Saved entries
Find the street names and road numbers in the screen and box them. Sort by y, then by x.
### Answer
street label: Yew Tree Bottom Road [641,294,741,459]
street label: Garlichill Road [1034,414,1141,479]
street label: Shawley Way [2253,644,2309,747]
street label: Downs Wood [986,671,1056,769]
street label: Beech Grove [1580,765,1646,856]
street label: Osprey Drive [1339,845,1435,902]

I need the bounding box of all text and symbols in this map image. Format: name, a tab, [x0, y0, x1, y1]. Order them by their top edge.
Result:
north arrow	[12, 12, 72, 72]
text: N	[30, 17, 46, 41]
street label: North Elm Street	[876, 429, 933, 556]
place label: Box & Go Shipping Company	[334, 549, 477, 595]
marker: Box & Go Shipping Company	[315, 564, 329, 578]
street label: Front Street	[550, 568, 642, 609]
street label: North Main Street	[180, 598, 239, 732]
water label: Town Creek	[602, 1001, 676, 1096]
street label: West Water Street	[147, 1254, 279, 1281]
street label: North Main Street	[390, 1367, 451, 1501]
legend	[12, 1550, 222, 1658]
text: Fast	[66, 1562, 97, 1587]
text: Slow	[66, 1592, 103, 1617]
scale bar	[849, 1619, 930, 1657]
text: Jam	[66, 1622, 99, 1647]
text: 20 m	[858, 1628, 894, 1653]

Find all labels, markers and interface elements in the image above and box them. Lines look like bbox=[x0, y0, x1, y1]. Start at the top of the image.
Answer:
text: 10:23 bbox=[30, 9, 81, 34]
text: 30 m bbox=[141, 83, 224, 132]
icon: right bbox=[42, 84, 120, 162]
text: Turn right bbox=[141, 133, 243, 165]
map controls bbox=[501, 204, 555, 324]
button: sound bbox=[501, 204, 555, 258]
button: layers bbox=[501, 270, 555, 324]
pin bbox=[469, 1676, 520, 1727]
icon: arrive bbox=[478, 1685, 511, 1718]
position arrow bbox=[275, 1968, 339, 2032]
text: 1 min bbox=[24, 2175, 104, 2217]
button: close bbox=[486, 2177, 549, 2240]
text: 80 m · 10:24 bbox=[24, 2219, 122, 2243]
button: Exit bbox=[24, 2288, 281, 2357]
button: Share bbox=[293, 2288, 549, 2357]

### BRIEF
Set down precisely the lines above between the line holding "I need the bounding" and the line holding "Find all labels, markers", inclusive, and nothing beyond them.

### EXPECTED ANSWER
I need the bounding box of all text and symbols in this map image. Format: name, a tab, [x0, y0, x1, y1]. Order them by their top edge.
Result:
north arrow	[12, 12, 72, 72]
text: N	[30, 17, 46, 41]
street label: North Elm Street	[876, 429, 933, 556]
place label: Box & Go Shipping Company	[334, 549, 477, 595]
marker: Box & Go Shipping Company	[315, 564, 329, 578]
street label: Front Street	[550, 568, 642, 609]
street label: North Main Street	[180, 598, 239, 732]
water label: Town Creek	[602, 1001, 676, 1096]
street label: West Water Street	[147, 1254, 279, 1281]
street label: North Main Street	[390, 1367, 451, 1501]
legend	[12, 1550, 222, 1658]
text: Fast	[66, 1562, 97, 1587]
text: Slow	[66, 1592, 103, 1617]
scale bar	[849, 1619, 930, 1657]
text: Jam	[66, 1622, 99, 1647]
text: 20 m	[858, 1628, 894, 1653]

Find all labels, markers and interface elements in the image above and box them. Lines look like bbox=[x0, y0, x1, y1]. Start at the top of the image.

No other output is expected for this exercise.